» **Task brief**
Your answer must be every line of the data that holds the string "left".

Input for this task: Begin

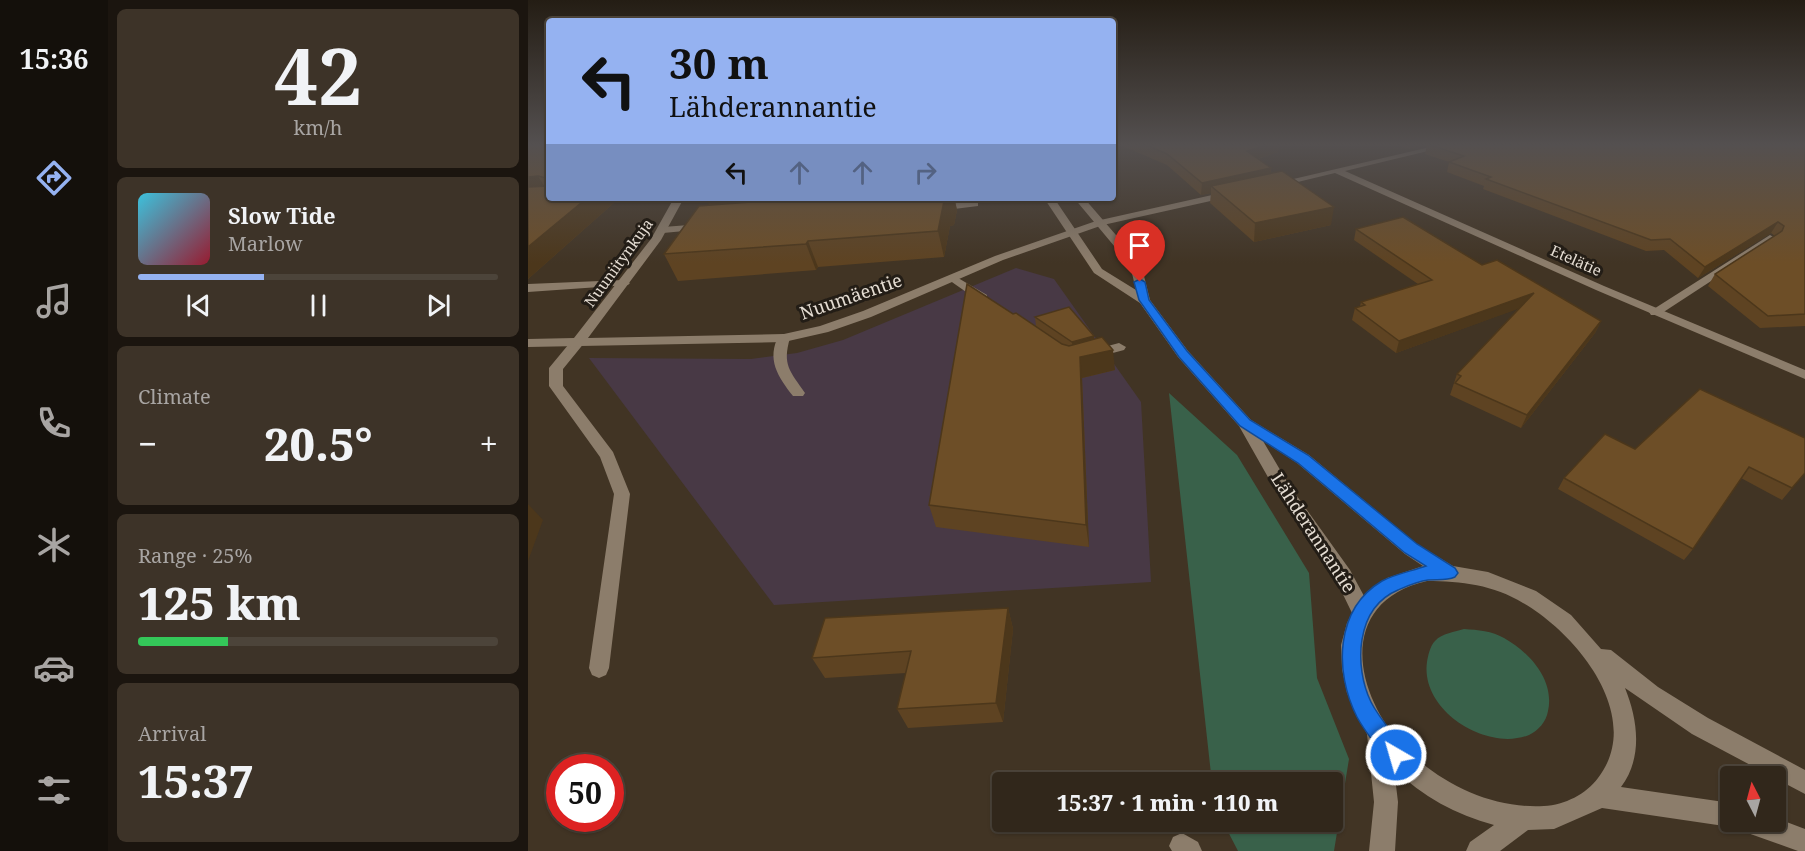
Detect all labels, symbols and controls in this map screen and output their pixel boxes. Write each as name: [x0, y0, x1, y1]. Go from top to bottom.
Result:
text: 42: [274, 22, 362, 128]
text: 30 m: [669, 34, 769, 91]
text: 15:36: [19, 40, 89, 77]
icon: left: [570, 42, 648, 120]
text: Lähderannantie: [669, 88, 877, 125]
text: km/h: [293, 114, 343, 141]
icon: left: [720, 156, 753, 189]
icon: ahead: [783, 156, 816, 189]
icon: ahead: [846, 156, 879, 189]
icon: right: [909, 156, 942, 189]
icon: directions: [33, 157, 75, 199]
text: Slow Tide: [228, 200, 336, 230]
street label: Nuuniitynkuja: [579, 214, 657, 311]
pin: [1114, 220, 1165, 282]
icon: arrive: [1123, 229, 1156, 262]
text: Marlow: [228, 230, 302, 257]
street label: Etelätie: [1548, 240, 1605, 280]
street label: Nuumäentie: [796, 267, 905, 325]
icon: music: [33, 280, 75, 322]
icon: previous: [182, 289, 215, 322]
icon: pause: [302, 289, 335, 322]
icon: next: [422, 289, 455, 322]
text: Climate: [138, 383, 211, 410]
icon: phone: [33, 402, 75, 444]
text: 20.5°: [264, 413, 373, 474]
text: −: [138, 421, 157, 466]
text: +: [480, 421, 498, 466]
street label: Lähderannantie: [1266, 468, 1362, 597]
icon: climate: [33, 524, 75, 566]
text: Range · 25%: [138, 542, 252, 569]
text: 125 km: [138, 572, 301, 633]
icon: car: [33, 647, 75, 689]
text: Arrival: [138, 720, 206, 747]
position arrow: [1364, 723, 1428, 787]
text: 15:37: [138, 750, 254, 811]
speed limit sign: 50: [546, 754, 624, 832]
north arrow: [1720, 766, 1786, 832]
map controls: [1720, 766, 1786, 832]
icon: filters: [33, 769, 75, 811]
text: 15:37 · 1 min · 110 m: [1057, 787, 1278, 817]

Input for this task: End

» **Output below**
icon: left: [570, 42, 648, 120]
icon: left: [720, 156, 753, 189]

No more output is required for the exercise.